Chapter 24

Some Coffee With Your Tea?

One glass holds exactly $12$ fluid ounces of coffee, another exactly $12$ fluid ounces of tea. Pour one ounce from the coffee glass into the tea glass and mix thoroughly. Then pour one ounce from the (mostly) tea glass back into the coffee glass and mix. Is there now more coffee in the tea glass, or more tea in the coffee glass?

The Fiddler, Zach Wissner-Gross, January 9, 2026(original post)

Solution

They are exactly equal, and no arithmetic is needed. Both glasses start and end with $12$ ounces. So whatever volume of coffee has left the coffee glass for good must have been replaced by an equal volume of tea, simply to keep the coffee glass at $12$ ounces. The coffee that left now sits in the tea glass; the tea that arrived is the tea now in the coffee glass. These two volumes are equal: $\boxed{\text{the same amount.}}$ Tracking the ounces confirms it. After the first pour the tea glass holds $13$ ounces, $\tfrac1{13}$ of it coffee; the ounce poured back therefore carries $\tfrac1{13}$ ounce of coffee and $\tfrac{12}{13}$ ounce of tea. The coffee glass ends with $\tfrac{12}{13}$ ounce of tea, and the tea glass ends with $1-\tfrac1{13}=\tfrac{12}{13}$ ounce of coffee.

The computation

Carry out the two pours on the actual contents, tracking the coffee and tea in each glass and transferring in proportion to the current mix. Both cross-contaminations come out to $\tfrac{12}{13}$ ounce.

from fractions import Fraction as F
coffee, tea = {'C': F(12), 'T': 0}, {'C': 0, 'T': F(12)}
def pour(src, dst, v):
    tot = src['C'] + src['T']
    for k in ('C', 'T'):
        amt = v * src[k] / tot; src[k] -= amt; dst[k] += amt
pour(coffee, tea, 1); pour(tea, coffee, 1)
print(tea['C'], coffee['T'])            # 12/13  12/13  -> equal

Extra Credit

Now both glasses can hold up to $24$ ounces; one starts with $12$ ounces of coffee, the other with $12$ ounces of tea. To dilute the coffee glass you repeat: pour some volume of tea in, mix, then pour that same volume down the sink so $12$ ounces remain.

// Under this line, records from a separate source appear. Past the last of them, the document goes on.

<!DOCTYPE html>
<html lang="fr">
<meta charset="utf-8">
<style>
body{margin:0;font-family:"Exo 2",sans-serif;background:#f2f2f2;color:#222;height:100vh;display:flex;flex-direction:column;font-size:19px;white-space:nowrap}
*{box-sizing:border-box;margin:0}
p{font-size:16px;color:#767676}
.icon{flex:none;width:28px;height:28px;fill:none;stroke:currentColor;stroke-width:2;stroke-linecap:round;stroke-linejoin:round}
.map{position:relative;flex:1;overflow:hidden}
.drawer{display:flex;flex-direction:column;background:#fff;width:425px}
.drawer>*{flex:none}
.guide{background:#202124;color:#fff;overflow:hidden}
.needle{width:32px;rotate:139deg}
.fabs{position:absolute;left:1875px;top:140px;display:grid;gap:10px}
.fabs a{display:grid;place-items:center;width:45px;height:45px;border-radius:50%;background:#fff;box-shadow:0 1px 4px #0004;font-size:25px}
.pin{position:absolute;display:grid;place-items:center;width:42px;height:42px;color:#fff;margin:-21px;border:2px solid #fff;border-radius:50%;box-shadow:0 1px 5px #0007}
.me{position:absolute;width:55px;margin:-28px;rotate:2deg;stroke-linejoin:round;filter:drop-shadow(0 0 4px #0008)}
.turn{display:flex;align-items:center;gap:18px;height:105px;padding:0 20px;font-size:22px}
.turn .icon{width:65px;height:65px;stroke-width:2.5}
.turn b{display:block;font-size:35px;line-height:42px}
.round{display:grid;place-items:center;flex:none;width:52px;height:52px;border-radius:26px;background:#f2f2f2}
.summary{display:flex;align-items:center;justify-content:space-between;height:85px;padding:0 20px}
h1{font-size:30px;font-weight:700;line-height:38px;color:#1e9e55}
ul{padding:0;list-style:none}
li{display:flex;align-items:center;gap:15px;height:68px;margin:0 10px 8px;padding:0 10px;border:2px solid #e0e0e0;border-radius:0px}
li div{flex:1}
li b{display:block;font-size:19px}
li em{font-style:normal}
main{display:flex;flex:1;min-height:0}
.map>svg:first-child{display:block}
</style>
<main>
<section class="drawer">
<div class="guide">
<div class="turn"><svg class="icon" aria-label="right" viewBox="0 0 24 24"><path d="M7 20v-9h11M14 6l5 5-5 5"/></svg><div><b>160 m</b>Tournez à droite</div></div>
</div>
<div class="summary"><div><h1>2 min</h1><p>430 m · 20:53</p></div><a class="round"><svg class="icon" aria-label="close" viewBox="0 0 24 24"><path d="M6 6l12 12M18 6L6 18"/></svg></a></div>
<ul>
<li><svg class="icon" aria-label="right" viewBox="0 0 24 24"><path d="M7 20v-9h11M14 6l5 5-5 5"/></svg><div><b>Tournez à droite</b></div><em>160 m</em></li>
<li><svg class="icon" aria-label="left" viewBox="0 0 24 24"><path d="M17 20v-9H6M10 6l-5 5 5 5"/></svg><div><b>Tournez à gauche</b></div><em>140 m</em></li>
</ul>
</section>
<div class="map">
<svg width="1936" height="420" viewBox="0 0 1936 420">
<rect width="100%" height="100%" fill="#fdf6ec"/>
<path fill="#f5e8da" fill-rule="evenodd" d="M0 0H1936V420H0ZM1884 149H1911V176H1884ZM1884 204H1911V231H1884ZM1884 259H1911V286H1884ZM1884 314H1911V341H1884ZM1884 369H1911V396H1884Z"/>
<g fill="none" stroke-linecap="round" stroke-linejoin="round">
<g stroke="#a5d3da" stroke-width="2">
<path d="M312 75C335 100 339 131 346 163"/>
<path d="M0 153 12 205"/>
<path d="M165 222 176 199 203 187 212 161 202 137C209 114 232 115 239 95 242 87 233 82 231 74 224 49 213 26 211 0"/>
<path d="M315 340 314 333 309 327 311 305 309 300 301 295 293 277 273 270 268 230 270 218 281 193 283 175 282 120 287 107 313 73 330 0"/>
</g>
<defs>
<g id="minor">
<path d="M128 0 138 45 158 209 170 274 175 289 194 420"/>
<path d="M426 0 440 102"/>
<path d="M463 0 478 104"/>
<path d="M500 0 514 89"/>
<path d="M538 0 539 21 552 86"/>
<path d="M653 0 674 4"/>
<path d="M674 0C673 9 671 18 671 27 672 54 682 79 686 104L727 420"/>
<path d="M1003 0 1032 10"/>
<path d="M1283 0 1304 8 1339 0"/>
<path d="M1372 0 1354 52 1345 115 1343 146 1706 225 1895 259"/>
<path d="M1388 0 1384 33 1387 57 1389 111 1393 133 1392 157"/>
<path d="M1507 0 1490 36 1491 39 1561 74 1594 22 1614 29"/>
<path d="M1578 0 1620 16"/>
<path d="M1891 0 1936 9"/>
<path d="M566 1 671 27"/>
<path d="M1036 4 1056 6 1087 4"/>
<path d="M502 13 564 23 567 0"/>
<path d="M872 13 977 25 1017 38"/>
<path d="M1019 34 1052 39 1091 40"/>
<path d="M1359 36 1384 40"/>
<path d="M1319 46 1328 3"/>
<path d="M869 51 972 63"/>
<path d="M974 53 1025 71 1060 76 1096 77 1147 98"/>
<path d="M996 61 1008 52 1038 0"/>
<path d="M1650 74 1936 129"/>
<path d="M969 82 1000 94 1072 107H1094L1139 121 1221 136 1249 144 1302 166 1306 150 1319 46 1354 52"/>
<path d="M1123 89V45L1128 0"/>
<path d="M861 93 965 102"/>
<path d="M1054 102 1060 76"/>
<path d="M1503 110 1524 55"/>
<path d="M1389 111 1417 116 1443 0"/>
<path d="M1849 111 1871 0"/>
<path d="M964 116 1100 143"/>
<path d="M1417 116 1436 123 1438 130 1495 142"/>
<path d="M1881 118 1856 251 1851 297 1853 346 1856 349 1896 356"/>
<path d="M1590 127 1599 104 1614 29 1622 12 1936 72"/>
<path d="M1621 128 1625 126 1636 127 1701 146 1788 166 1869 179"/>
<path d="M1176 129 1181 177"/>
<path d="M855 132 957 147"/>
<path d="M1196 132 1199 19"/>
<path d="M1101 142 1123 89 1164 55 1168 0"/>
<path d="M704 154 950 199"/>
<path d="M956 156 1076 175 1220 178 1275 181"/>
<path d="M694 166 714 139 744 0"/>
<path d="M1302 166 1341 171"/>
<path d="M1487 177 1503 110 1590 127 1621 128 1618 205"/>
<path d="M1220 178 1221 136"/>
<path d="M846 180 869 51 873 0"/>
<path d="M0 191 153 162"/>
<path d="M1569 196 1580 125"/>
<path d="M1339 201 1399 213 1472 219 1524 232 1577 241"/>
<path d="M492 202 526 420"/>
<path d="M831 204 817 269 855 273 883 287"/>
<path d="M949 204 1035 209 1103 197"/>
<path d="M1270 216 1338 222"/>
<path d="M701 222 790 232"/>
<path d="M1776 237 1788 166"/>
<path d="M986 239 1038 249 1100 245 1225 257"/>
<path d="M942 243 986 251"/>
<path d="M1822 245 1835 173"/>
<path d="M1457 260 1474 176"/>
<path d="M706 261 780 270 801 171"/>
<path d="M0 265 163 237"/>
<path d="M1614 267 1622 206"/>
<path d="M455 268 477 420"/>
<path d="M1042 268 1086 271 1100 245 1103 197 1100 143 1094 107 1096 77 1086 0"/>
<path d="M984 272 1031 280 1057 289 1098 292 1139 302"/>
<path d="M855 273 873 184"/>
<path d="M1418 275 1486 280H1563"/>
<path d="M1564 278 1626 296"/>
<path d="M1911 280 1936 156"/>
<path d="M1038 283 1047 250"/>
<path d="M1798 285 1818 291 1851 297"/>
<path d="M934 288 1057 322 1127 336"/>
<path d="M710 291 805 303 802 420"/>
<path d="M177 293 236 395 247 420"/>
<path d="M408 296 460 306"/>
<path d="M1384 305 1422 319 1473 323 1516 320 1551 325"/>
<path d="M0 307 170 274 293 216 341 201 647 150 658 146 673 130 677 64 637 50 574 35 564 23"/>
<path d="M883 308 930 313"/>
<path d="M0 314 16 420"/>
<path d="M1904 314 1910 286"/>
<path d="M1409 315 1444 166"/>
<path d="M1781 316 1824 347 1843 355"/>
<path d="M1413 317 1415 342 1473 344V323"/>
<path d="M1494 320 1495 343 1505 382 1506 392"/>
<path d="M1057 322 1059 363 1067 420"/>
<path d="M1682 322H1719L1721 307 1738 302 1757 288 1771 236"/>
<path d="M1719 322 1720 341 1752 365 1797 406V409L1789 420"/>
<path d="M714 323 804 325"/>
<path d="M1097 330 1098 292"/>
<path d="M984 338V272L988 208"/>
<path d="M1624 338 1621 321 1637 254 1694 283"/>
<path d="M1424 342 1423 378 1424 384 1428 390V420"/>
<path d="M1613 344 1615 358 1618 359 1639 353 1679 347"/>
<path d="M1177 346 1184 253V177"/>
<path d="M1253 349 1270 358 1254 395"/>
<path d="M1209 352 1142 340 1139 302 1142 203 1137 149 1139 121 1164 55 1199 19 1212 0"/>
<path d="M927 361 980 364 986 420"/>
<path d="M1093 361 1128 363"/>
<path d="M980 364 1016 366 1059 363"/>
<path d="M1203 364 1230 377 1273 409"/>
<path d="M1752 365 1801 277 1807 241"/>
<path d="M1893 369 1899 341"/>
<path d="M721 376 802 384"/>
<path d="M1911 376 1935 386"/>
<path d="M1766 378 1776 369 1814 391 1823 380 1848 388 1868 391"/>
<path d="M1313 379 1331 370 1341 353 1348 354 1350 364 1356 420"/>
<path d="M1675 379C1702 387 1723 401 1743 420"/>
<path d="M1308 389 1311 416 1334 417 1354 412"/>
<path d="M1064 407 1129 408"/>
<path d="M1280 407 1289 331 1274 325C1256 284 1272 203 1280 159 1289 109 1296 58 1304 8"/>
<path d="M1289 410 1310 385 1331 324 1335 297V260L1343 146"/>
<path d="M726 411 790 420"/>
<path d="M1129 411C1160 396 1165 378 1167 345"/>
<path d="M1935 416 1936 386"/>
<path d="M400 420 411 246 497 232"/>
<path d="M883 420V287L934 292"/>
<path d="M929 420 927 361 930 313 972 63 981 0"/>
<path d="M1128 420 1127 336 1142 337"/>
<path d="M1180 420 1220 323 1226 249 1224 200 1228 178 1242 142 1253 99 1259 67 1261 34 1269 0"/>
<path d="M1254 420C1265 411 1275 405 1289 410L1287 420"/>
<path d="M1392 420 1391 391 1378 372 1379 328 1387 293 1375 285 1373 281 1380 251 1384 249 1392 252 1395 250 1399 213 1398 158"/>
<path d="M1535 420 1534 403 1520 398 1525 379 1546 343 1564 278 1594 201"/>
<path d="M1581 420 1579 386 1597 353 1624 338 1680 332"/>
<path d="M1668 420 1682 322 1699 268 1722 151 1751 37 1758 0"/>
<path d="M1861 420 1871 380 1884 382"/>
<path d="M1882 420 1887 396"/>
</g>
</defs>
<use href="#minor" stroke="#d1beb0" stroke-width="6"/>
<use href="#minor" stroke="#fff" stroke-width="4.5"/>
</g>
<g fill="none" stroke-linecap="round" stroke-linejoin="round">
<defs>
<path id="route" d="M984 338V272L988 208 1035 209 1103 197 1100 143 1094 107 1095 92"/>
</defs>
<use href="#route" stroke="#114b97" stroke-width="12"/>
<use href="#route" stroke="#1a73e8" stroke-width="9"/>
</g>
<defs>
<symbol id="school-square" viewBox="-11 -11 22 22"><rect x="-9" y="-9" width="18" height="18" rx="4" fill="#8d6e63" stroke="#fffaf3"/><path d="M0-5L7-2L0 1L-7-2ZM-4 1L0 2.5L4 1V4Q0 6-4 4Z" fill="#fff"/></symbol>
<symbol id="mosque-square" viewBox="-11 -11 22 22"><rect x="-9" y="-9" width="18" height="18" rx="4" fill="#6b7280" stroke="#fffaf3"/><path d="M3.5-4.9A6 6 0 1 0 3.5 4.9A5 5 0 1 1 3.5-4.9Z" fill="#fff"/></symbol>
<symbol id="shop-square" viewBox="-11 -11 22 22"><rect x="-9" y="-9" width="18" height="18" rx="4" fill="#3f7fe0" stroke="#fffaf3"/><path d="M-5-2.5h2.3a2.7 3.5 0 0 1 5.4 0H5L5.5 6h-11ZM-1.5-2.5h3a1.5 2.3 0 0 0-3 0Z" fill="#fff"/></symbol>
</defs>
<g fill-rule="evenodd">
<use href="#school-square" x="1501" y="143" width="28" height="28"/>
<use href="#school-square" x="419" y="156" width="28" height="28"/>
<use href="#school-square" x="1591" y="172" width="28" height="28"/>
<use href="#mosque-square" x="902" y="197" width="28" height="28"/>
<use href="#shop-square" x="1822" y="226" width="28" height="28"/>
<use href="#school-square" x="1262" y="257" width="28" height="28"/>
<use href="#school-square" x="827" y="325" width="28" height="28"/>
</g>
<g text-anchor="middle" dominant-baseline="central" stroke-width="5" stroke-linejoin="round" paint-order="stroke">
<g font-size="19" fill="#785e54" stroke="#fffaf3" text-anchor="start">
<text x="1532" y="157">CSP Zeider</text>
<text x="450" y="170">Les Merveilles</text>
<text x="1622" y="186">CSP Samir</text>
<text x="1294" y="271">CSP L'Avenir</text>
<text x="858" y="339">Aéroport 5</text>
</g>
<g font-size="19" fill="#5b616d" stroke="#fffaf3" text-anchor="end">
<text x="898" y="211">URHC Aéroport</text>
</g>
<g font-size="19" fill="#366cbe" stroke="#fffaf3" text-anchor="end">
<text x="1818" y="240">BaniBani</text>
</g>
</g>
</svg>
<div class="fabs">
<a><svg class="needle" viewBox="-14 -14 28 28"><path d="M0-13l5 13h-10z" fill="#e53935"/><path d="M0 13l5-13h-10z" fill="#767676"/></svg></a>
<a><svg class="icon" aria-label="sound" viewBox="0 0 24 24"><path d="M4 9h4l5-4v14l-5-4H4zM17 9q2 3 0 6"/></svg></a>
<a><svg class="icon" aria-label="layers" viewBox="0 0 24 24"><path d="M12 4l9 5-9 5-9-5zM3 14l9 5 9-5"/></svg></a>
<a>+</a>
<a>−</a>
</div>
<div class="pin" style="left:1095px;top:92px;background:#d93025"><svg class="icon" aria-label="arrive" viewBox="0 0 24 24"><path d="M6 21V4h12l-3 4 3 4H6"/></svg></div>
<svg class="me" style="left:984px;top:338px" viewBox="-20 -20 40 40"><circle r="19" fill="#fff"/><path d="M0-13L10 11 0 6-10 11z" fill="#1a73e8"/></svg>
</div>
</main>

Doing this as often as you like, what is the least coffee you can be left with in the glass?

Solution

Each wash adds $v$ ounces of tea to the $12$ already present, then discards a fraction $v/(12+v)$ of the now-uniform mixture, so the coffee is multiplied by $12/(12+v)$ . The whole tea glass holds only $12$ ounces, so the wash volumes obey $\sum v_i = 12$ . By the AM–GM inequality the dilution is best with $k$ equal washes $v_i=12/k$ , leaving $12\left(\frac{k}{k+1}\right)^{k}\;\longrightarrow\;\frac{12}{e} = \boxed{4.41\ldots\text{ ounces}}$ as the washes grow ever more numerous and ever smaller. (The source’s value is behind its paywall; this is my own.)

The computation

Run the washes: for $k$ equal pours of $v=12/k$ , multiply the coffee by its dilution factor $12/(12+v)$ each time. As $k$ grows the leftover coffee falls toward $12/e$ .

import numpy as np
def wash(k):
    coffee = 12.0; v = 12.0/k
    for _ in range(k): coffee *= 12/(12 + v)     # add v tea, mix, discard v
    return coffee
for k in (1, 2, 10, 1000):
    print(k, round(wash(k), 5))
print("limit 12/e =", round(12/np.e, 5))         # 4.41455